Keywords: markov chain |  mcmc |  detailed balance |  metropolis |  stationarity |  ergodicity |  transition matrix |  metropolis-hastings |  irreducible |  Download Notebook

Contents

Contents

Markov chains

Markov Chains are the first example of a stochastic process we will see in this class. The values in a Markov chain depend on the previous values (probabilistically), with the defining characteristic being that a given value is depenendent only on the immediate previous value.

This is certainly not IID (idenpendently and identically distributed) data, which is what we have been assuming so far and will generally assume in this course, unless specified otherwise…

Definition: A sequence of random variables taking values in a state space is called a Markov Chain if the probability of the next step only depends on the current state.

Using the notation of transition probabilities to define the probability of going from state $x$ ot state $y$ as $T(x \vert y)$, we can write this mathematically:

\[T(x_n \vert x_{n-1}, x_{n-1}..., x_1) = T(x_n \vert x_{n-1})\]

Some Jargon

Homogeneous Markov Chain

A chain is homogeneous at step $t$ if the transition probabilities are independent of $t$. Thus the evolution of the Markov chain only depends on the previous state with a fixed transition matrix.

Irreducible Markov Chains

Every state is accessible in a finite number of steps from another state. That is, there are no absorbing states. In other words, one eventually gets everywhere in the chain.

Consider as an example surfing the web. We do want to reach all parts of the web so we dont want to be trapped into an subset.

Recurrent

States visited repeatedly are recurrent: positive recurrent if time-to-return is bounded and null recurrent otherwise. Harris recurrent if all states are visited infinitely often as $t \to \infty$

Aperiodic

There are no deterministic loops. This would be bad in our web example as well as we would be stuck in a loop at some pages.

Indeed pagerank has 2 components: one mirroring the true web which can have periods and reducibility, and the second a nose component which “regularizes” the web by adding some noise to the transition matrix for 0 elements.

Stationarity

We can finally give a formal definition of stationarity. A stationary Markov chain produces the same marginal distribution when multiplied by the transition matrix.

That is

\[sT = s\]

or

\[\sum_i s_i T_{ij} = s_j\]

or in the case of a continuous state space, which are the ones we encounter in sampling, if the Transition kernel T is defined so that

\[\int dx_i s(x_i) T(x_{i+1} \vert x_i) = s_(x_{i+1})\]

then

\[\int dx s(x) T(y \vert x) = \int p(y, x) dx = s(y)\]

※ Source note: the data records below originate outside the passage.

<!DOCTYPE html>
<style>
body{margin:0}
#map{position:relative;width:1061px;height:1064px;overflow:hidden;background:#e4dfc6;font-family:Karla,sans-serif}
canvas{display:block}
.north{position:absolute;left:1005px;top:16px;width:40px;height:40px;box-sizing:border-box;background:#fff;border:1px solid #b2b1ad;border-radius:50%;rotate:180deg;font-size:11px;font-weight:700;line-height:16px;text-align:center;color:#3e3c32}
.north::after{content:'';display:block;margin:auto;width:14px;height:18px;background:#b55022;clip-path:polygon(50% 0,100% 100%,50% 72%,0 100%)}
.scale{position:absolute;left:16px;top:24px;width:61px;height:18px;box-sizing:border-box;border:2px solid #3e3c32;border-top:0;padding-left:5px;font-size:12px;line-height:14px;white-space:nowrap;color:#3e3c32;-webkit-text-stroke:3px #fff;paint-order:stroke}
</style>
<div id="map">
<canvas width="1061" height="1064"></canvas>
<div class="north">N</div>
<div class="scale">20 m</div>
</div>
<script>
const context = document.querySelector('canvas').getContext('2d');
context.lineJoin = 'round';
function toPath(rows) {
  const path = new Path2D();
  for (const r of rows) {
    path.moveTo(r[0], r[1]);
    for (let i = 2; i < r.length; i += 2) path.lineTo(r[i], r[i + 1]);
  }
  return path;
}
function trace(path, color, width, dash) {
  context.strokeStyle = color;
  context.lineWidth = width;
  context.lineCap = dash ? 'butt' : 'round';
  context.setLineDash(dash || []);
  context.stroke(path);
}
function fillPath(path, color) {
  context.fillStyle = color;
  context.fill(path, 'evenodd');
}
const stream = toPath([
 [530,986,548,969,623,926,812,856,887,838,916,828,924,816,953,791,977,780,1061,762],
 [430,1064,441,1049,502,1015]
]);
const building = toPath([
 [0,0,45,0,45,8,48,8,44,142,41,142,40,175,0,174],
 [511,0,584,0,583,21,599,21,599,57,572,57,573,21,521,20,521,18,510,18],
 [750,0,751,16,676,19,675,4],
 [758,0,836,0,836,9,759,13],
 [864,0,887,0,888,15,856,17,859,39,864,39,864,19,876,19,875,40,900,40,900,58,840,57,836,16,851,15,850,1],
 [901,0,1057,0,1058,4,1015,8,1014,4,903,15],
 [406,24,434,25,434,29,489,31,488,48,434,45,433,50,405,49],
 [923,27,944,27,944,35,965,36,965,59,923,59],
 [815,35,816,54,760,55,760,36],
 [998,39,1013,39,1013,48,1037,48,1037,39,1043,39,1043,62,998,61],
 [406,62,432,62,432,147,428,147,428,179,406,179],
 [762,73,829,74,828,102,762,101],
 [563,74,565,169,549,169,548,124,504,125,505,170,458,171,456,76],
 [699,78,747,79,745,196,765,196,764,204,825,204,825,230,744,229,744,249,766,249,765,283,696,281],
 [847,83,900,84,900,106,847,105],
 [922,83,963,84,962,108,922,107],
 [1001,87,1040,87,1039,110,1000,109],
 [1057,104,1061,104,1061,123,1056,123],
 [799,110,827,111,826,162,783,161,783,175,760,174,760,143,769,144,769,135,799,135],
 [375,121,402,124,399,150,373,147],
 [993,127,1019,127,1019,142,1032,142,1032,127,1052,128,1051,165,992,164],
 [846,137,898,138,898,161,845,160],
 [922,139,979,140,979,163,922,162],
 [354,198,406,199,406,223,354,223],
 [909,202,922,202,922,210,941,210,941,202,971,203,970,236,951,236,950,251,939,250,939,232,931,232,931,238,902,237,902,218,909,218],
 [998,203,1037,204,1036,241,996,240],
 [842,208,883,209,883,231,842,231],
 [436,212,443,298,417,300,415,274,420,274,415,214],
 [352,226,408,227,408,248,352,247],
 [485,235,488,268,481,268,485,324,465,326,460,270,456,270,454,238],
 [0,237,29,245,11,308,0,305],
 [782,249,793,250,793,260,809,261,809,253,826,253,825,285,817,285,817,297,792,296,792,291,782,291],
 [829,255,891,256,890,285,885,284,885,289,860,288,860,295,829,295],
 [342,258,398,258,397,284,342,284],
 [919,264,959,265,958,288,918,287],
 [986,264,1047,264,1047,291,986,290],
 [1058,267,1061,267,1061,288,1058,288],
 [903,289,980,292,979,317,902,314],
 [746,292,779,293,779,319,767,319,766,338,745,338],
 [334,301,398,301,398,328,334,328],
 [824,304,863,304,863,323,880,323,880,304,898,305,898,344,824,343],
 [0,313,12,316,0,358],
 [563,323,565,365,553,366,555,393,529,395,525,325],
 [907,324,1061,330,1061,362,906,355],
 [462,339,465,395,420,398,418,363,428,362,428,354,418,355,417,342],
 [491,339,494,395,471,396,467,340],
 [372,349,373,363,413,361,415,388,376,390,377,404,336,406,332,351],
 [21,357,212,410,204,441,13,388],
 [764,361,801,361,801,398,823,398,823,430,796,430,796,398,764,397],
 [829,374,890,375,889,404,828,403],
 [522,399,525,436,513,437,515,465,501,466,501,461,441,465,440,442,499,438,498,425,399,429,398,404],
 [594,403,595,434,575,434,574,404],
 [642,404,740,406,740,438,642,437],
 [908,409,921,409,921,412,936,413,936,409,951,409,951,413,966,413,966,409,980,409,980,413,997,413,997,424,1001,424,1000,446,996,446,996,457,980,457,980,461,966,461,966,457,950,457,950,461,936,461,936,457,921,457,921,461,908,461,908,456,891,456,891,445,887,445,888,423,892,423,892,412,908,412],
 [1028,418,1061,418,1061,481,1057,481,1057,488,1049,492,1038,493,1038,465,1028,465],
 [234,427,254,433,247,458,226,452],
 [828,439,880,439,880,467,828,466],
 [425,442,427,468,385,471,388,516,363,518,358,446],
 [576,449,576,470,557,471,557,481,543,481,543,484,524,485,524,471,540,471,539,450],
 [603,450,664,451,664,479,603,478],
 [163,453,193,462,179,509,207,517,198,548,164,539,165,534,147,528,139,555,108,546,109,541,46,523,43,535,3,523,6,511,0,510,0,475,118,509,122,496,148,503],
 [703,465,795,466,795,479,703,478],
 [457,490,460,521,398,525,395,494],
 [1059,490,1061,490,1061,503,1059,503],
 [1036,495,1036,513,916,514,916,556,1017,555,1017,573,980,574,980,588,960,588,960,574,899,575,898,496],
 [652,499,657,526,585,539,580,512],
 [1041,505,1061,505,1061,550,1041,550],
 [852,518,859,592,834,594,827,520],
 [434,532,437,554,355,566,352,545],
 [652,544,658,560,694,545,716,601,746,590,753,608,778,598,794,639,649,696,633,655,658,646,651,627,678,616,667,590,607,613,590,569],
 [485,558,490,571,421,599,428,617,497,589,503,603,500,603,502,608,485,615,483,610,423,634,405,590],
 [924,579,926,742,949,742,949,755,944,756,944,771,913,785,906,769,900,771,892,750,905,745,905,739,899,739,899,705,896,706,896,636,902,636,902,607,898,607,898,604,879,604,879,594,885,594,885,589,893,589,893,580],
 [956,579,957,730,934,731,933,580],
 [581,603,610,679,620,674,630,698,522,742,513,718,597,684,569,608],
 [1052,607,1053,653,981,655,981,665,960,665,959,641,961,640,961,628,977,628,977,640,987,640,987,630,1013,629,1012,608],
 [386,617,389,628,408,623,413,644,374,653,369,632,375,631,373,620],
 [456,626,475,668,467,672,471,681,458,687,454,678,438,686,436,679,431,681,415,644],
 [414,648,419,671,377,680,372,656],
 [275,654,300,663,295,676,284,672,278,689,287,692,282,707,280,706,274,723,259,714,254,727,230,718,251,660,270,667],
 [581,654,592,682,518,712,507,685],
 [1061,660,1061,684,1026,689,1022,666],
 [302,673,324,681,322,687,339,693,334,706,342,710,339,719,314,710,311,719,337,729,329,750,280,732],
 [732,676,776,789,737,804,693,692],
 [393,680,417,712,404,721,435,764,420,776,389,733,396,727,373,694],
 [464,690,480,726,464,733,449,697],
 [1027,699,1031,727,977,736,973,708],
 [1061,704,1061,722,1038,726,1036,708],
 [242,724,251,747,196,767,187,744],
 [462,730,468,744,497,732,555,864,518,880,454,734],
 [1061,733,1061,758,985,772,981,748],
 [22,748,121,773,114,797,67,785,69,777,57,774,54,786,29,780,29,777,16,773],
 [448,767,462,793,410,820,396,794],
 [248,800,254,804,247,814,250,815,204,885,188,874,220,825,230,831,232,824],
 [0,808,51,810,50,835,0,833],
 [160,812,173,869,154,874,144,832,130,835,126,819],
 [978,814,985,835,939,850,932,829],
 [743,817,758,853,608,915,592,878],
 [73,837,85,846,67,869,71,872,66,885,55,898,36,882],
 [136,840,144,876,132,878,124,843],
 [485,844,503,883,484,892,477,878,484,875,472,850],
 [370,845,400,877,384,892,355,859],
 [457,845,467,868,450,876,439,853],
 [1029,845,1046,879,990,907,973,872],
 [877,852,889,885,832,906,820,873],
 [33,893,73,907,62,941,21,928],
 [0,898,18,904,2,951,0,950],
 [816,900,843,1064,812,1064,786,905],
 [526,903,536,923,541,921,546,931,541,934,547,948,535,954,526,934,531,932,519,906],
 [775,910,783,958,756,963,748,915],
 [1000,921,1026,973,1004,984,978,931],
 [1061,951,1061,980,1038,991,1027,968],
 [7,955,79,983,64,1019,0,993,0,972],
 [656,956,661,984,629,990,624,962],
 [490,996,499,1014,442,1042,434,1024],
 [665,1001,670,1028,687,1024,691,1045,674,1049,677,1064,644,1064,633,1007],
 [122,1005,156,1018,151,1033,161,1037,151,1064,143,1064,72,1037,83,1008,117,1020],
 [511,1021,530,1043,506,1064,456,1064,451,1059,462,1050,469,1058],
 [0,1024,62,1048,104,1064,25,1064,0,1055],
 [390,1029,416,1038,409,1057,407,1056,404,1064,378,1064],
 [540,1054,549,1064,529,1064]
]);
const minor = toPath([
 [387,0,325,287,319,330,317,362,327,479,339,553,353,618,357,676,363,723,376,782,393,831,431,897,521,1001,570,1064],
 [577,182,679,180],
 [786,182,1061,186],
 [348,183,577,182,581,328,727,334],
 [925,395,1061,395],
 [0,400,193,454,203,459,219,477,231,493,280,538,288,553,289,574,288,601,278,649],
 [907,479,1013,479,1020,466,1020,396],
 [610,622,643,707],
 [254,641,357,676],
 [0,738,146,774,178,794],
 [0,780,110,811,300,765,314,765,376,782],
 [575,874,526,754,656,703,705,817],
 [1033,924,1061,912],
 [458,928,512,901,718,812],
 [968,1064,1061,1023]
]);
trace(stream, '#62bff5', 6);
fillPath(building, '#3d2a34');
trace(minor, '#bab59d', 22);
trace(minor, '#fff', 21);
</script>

Pagerank is indeed the stationary distribution of its transition matrix (each web-page is a new x).

Ergodicity

Aperiodic, irreducible, positive Harris recurrent markov chains are ergodic, that is, in the limit of infinite (many) steps, the marginal distribution of the chain is the same. This means that if we take largely spaced about samples from a stationary markov chain, we can draw independent samples.

\[\int g(x) f(x) dx = \frac{1}{N} \sum_{j=B+1}^{B+N} g(x_j)\]

Here B is called the burin (which comes from the approach to stationarity after a while) and T is called the thinning (which comes from ergodicity). So we have this “ergodic” law of large numbers.

Getting a stationary distribution

A irreducible (goes everywhere) and aperiodic (no cycles) markov chain will converge to a stationary markov chain. It is the marginal distribution of this chain that we want to sample from, and which we do in metropolis (and for that matter, in simulated annealing).

As we can see above, to find stationary distribution, we need to solve an eigenvector proble. This can be hard. We can show that if we follow reversibility, we are golden…thus..

A sufficient, but not necessary, condition to ensure that $s(x)$ is the desired stationary distribution is the already seen reversibility condition, also known as detailed balance:

\[s(x) T(y \vert x) = s(y) T(x \vert y)\]

If one sums both sides over $x$

\(\int dx s(x) t(y \vert x) = s(y) \int dx T(x \vert y)\) which gives us back the stationarity condition from above.

Thus we want to design us samplers which satisfy detailed balance.

Example Rainy - Sunny

We look at a very simple Markov Chain, with only two states: Rainy or Sunny. This chain is aperiodic and irreducible, so it has a stationary distribution. We find it by looking at powers of the transition matrix.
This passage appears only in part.